As the Second Chance Recovery clinic’s executive director Bill Leslie told the Sun, “of those 500 people, a percentage are going to make really stupid decisions.

“People who want a fix do not make intelligent decisions.”

So as the clinic’s clients are left to their own devices to beat their drug addiction, it will leave all manner of other people at risk, too.

Any business or medical facility that carries opiates in their inventory is a prime target for addicts unable to kick their habit.

The ensuing social chaos and criminal activity will mean extra work for police officers, EMS technicians and medical staff at clinics and hospital emergency rooms.
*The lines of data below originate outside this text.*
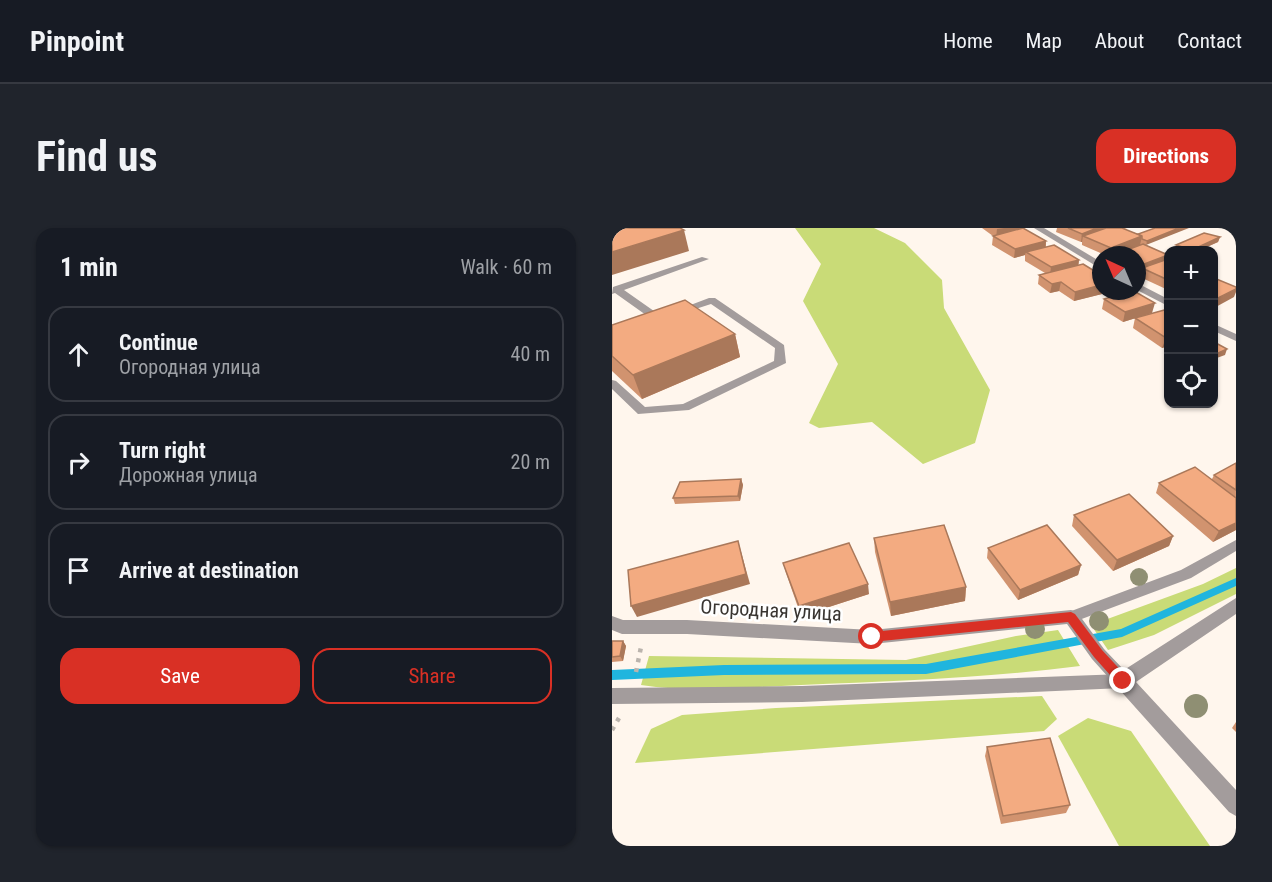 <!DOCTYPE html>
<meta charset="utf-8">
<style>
:root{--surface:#171b24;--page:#20242c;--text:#f1f3f6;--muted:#9ea1a6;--line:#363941;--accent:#d93025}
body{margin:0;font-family:"Roboto Condensed",sans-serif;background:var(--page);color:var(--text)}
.controls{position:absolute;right:18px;top:18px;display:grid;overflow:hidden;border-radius:12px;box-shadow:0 2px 4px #0004}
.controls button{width:54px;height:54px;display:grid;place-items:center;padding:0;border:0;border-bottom:2px solid var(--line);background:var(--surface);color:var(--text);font:30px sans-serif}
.compass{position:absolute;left:480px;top:18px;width:54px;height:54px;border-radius:50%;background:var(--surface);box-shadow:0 2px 4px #0004;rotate:316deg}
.stop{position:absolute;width:18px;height:18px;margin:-14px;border:4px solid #d93025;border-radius:50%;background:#fff}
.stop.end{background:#d93025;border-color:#fff;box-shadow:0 2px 6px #0008}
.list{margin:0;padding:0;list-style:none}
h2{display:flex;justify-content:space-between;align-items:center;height:78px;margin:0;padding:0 24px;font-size:26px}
h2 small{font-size:20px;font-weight:400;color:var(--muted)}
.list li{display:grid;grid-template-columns:39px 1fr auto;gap:18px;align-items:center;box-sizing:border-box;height:96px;margin:0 12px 12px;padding:0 12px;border:2px solid var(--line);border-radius:18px}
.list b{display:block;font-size:22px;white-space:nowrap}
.list p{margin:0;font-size:20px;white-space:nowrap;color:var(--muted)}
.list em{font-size:20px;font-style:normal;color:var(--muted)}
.actions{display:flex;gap:12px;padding:18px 24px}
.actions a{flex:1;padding:14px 0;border:2px solid var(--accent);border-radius:18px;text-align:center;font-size:21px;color:var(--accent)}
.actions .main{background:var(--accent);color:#fff}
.icon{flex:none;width:33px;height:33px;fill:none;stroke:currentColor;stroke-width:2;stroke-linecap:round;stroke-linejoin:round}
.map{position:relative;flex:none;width:624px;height:618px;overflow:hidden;border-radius:18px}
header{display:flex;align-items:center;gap:36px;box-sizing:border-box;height:84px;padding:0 30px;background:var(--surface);border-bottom:2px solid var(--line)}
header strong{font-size:28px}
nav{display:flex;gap:33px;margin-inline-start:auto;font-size:21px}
.intro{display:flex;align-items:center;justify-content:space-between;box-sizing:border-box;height:144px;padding:0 36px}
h1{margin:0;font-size:42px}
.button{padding:15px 27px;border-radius:18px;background:var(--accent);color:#fff;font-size:21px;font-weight:700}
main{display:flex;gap:36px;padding:0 36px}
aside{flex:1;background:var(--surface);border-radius:18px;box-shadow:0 2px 4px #0004}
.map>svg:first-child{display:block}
.green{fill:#c9db77}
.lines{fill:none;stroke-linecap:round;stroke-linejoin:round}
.stream{fill:#20b5de;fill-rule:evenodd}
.path{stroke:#bbb4ad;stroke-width:4.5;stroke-dasharray:4 6;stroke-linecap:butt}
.service{fill:#a39c9c;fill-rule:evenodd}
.minor{fill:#a39c9c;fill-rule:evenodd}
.tree{fill:#8f8f73}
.wall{fill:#d1936f}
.shaded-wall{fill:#aa785a}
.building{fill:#f3ab81;stroke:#aa785a;stroke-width:1.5}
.route{fill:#d93025}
.labels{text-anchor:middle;stroke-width:5;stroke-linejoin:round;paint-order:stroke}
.street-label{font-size:20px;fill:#393531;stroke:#fff}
</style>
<header>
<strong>Pinpoint</strong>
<nav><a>Home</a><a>Map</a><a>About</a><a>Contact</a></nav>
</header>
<div class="intro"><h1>Find us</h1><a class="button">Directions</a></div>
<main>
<aside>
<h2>1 min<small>Walk · 60 m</small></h2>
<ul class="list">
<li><svg class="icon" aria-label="ahead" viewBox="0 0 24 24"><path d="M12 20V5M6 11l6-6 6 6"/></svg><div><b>Continue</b><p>Огородная улица</p></div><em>40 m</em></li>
<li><svg class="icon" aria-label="right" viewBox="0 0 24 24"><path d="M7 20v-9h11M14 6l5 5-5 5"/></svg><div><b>Turn right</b><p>Дорожная улица</p></div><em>20 m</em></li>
<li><svg class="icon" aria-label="arrive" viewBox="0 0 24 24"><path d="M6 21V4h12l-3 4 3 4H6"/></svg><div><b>Arrive at destination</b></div></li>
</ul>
<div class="actions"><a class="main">Save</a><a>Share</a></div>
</aside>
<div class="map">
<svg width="624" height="618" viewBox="0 0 624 618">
<rect width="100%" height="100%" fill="#fff6ed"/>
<g class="green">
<path d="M183,0H262L293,15L330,52L332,80L378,162L363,215L311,236L260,194L207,200L197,195L226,136L191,73L209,36Z"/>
<path d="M624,340V366L542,407L496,422L479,397L591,356Z"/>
<path d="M446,402L468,438C376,450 283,453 189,457C136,459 82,465 29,457L37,428L294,432L404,408Z"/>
<path d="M430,468L445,491L432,503L23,535L39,501L70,487L164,480Z"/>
<path d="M476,490L519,503L598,618H507L446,508Z"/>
</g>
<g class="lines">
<path class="stream" d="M624,350V358L510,409L314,446L112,447L0,452V442L112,437L314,436L509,401Z"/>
<g class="path">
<path d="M24,444L29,419"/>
<path d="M0,502L7,490"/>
</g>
<g class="service">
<path d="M624,312V323L579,350L459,395L454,393L451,389L454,385L569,342Z"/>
<path d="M511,446L517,448L519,453L517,458L511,460L190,474L0,476V460L190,458Z"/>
</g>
<g class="minor">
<path d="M422,0H432L489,34V41Z"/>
<path d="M90,29L97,31L12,62L49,88V92H41L3,65L0,66L1,59Z"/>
<path d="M525,55L556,71V78L525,62Z"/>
<path d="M97,70H103L172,117L174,135L77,182L26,186L0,161V152L4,153L33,179L71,176L162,133L163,120L99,76L65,87L60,84Z"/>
<path d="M602,96L624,106V113L602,103Z"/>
<path d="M624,370V386L524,454L624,562V588L617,584L480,431L455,396L260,416L75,406H10L0,402V388L11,392H75L260,402L459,382L465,384L492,421L512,442Z"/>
</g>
</g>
<g class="tree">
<circle cx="527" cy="349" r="9"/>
<circle cx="487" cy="393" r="10"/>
<circle cx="423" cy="401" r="10"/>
<circle cx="584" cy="478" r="12"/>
</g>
<g class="wall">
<path d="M370,0H409L434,13V19L467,32L466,37L498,64L462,73L447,63L438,65L426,56L427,47L433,45L413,33V27L402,30L380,17L381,8Z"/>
<path d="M445,0H515L512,1L526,6L543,0L534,17L556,27L555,33H556V62L528,49L529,45L525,47V27H493L470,17V14H469L444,4Z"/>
<path d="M608,9L606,14L588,22H563L564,17Z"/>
<path d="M492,71L540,85L511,94L490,81Z"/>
<path d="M556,81V118L550,120L521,100L523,90Z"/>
<path d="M0,97L123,106L128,129L30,171L0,143Z"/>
<path d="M624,235V302L601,314L544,265L547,255L600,251L602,247Z"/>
<path d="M129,251L131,257L128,273L63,276L61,270Z"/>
<path d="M462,287L561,308L557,318L501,343L460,298Z"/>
<path d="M262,310L354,359L353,373L279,388L263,324Z"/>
<path d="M376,320L469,337L466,347L406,372L375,330Z"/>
<path d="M171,335L257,366L189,388L174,345Z"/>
<path d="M0,413H11L14,418L11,433L0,434Z"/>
<path d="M624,494V504L620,500Z"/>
<path d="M375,519L458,577L454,585L389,596L373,528Z"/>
</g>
<g class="shaded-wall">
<path d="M392,0H409V5L384,10L385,1Z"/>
<path d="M485,0H497L471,8L470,14H469L470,6Z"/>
<path d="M567,0H577L534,17L535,13Z"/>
<path d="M72,2L77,23L0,47V24Z"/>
<path d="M530,8L528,17L503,27H498L499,20Z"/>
<path d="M608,9L606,14L588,22H579Z"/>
<path d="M434,13L433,22L414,24L413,27L402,30L403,21Z"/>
<path d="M556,27L554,36L530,40L529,45L525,47L527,38Z"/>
<path d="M467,32L466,41L438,48L439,39Z"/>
<path d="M449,54L447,63L438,65L440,56Z"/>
<path d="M489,57V63L498,64L462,73L463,64Z"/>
<path d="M624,61V64L622,69L602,80V72Z"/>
<path d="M543,75L540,85L511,94L513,84Z"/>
<path d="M123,106L128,129L30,171L21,147Z"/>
<path d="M556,109V118L550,120L554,110Z"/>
<path d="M615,121L613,127L602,131V127Z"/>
<path d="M129,251L131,257L128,273L126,268Z"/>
<path d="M624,295V302L601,314L607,303Z"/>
<path d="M561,308L557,318L501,343L505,332Z"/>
<path d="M126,313L138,356L25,389L19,378Z"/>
<path d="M469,337L466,347L406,372L408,362Z"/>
<path d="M256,356L257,366L189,388L187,378Z"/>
<path d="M354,359L353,373L279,388L278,374Z"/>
<path d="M11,413L14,418L11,433L8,428Z"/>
</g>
<g class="building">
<path d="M0,0H68L72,2L0,24Z"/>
<path d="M411,0L434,13L403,21L381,8Z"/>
<path d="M456,0H485L470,6Z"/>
<path d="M494,0H510L530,8L499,20L471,8Z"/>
<path d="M543,0H567L535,13L530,11V8L526,6Z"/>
<path d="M592,5L608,9L580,22L564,17Z"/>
<path d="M531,16L556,27L527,38L525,37V27H501Z"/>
<path d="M442,17L467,32L439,39L414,24Z"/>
<path d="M553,32L556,33V52L530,40Z"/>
<path d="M471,36L489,47V57L463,64L449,54L440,56L427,47Z"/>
<path d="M602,50L624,59V61L602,72Z"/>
<path d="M520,63H522L543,75L513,84L492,71Z"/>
<path d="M73,72L123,106L21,147L0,128V97Z"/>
<path d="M556,81V109L554,110L523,90Z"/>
<path d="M602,114L615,121L602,127Z"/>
<path d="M624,235V262L602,247Z"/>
<path d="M583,239L624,270V295L607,303L547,255Z"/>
<path d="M129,251L126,268L61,270L68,254Z"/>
<path d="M517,266L561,308L505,332L462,287Z"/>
<path d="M332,297L354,359L278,374L262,310Z"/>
<path d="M435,297L469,337L408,362L376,320Z"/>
<path d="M126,313L134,346L19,378L16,342Z"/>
<path d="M237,315L256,356L187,378L171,335Z"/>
<path d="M0,413H11L8,428L0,429Z"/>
<path d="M438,510L458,577L391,588L375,519Z"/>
</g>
<path class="route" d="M459,384L463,386L490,422L515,449V457H507L482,429L456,394L260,414L255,409L260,404Z"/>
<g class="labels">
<g class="street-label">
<text transform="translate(159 382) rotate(3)" y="7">Огородная улица</text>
</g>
</g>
</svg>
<div class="controls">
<button>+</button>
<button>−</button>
<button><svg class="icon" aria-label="locate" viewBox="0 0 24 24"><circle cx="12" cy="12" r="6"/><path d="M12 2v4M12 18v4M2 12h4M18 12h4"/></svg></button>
</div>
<svg class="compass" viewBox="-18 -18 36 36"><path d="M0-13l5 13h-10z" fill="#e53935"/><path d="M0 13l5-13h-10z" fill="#9ea1a6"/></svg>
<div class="stop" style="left:260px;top:409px"></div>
<div class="stop end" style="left:511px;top:453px"></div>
</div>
</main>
Because it appears nobody wants to become a new neighbour of the Second Chance clinic, this entire debacle could be resolved with the waiving the $130,000 cost of a simple zoning change — a cost the clinic’s landlord can’t bear — allowing it to remain in its current home in the Greenview industrial area in the city’s northeast.

It might seems like a lot of money, but it’s really a pittance compared with the millions of dollars demanded by the city to bolster the number of police officers on our streets.

For those still not convinced, the clinic’s current location would soothe Calgarians’ apparent discomfort with regard to methadone clinics.

In keeping with our habit of shoving social services into out-of-sight, out-of-mind locations, the middle of an industrial area seems like a perfect fit for a Calgary methadone clinic.

It’s a shame we are showing such callousness toward people who are actively seeking to rid themselves of their chemical dependence, doing what they can to improve their lives — and indirectly improving the well-being of the city as a whole.

Give this methadone clinic a second chance.